BEGIN Task input

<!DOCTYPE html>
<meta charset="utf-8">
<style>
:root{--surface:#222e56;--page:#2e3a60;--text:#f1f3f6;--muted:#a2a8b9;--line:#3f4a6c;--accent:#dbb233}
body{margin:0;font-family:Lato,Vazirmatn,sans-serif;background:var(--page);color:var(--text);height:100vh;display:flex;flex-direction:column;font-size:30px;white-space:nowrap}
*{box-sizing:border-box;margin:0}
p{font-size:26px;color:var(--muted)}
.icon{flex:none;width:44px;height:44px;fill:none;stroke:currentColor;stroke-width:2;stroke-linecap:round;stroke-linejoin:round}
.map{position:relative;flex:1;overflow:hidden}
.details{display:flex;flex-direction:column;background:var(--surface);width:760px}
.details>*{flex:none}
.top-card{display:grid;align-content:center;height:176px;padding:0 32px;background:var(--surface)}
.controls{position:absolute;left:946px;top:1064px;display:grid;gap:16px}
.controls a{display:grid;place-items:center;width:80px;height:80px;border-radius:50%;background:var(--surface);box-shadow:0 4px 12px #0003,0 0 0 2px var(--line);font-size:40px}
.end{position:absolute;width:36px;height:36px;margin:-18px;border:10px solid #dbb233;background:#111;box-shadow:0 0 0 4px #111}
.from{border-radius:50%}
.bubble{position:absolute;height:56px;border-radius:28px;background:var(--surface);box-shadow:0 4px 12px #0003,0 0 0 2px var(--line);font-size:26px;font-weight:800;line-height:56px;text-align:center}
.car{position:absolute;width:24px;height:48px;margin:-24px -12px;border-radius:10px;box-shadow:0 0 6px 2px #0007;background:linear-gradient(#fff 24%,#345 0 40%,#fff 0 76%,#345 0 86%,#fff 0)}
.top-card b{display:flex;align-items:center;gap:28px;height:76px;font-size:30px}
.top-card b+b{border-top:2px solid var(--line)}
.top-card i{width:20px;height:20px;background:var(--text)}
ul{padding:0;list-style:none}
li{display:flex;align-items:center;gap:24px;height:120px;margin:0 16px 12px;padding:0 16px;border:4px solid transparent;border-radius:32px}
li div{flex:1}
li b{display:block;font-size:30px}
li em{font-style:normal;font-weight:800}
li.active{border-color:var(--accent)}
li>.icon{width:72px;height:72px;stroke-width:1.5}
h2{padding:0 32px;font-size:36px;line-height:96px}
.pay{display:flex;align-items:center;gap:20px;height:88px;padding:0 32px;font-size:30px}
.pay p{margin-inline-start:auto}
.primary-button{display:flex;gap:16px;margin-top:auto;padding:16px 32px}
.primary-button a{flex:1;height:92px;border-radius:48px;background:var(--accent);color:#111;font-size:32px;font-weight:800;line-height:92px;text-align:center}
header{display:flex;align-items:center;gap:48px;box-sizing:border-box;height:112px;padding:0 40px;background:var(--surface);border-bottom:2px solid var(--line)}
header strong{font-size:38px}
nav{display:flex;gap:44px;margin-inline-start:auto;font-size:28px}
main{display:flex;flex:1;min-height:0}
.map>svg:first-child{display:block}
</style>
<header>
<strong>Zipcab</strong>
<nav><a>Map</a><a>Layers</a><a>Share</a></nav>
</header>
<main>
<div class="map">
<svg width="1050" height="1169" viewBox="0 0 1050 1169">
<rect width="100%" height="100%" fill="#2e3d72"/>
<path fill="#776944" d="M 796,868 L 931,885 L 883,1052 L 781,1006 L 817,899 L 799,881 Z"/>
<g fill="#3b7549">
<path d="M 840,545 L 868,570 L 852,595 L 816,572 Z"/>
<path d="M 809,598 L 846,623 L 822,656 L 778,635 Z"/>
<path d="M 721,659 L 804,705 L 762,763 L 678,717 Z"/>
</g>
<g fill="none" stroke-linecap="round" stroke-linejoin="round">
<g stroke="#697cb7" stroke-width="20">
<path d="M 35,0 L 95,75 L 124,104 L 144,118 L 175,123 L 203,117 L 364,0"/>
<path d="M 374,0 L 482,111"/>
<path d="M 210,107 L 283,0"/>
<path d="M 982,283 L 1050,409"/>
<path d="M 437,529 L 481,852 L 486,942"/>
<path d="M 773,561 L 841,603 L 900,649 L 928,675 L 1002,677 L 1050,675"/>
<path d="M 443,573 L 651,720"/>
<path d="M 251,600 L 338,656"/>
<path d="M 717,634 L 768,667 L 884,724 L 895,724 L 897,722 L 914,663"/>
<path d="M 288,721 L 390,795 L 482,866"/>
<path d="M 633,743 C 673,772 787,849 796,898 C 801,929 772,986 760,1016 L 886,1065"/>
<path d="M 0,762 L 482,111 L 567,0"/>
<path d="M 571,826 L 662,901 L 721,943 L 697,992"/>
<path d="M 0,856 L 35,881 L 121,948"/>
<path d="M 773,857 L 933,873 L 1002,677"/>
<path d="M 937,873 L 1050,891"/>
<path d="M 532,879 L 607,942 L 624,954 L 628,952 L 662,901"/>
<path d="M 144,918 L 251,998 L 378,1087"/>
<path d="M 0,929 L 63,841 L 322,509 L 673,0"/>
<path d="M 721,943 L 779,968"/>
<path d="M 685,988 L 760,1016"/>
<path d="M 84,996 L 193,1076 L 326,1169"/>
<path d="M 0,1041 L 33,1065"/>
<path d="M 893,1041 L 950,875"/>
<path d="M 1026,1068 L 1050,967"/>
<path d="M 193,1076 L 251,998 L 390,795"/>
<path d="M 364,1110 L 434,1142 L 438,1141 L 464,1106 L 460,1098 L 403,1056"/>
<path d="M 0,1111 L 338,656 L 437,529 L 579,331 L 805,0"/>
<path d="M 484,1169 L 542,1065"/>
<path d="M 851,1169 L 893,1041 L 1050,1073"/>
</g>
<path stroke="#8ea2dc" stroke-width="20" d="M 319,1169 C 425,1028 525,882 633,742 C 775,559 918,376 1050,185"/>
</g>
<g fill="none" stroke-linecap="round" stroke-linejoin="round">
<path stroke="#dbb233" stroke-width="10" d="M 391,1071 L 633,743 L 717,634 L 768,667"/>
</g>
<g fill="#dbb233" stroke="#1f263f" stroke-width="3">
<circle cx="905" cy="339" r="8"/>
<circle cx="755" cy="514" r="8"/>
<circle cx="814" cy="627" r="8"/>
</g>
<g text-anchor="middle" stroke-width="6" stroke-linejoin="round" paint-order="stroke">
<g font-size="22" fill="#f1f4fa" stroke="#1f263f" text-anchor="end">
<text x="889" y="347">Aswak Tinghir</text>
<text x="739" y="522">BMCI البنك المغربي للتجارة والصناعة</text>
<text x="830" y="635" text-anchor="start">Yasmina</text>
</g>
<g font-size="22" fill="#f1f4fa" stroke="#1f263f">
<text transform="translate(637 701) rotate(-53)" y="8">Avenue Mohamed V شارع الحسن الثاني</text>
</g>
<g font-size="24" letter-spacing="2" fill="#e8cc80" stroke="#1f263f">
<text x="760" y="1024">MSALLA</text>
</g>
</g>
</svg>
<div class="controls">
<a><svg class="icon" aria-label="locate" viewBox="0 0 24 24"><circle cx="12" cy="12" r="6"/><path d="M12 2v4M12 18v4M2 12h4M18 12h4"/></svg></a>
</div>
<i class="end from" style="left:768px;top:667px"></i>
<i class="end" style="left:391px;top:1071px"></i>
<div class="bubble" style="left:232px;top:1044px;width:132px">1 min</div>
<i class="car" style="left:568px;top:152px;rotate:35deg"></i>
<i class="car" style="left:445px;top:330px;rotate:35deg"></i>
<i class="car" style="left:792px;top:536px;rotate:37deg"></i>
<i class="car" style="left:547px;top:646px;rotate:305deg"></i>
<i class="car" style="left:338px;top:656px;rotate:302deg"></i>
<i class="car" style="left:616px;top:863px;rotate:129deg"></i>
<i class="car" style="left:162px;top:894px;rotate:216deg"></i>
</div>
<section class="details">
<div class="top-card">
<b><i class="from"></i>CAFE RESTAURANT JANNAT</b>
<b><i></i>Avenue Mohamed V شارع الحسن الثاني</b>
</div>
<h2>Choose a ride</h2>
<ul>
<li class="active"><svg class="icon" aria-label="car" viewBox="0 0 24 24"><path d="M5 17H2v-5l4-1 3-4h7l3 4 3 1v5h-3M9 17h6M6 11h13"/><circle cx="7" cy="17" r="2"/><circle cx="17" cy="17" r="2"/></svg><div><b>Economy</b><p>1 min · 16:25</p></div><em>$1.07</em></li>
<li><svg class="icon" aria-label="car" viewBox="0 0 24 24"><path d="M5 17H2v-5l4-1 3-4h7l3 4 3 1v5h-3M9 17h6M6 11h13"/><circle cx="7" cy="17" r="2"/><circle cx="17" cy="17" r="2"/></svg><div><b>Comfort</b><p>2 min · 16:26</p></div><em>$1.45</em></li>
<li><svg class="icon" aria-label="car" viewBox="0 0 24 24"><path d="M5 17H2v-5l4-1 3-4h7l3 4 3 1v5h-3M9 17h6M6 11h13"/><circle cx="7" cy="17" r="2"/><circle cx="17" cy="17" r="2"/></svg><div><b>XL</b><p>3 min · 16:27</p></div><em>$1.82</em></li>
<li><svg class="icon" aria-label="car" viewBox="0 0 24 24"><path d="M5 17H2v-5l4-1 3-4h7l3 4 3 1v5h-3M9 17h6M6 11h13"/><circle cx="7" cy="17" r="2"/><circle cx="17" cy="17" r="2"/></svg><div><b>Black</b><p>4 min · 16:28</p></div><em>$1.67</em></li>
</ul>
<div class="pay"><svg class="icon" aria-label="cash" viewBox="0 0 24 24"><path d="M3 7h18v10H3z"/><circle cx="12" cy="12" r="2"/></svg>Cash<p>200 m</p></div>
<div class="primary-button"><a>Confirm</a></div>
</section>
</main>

END Task input

Try it: Within the data above, how many lines include the word "direction"? Respond with the number only.

Task result: 2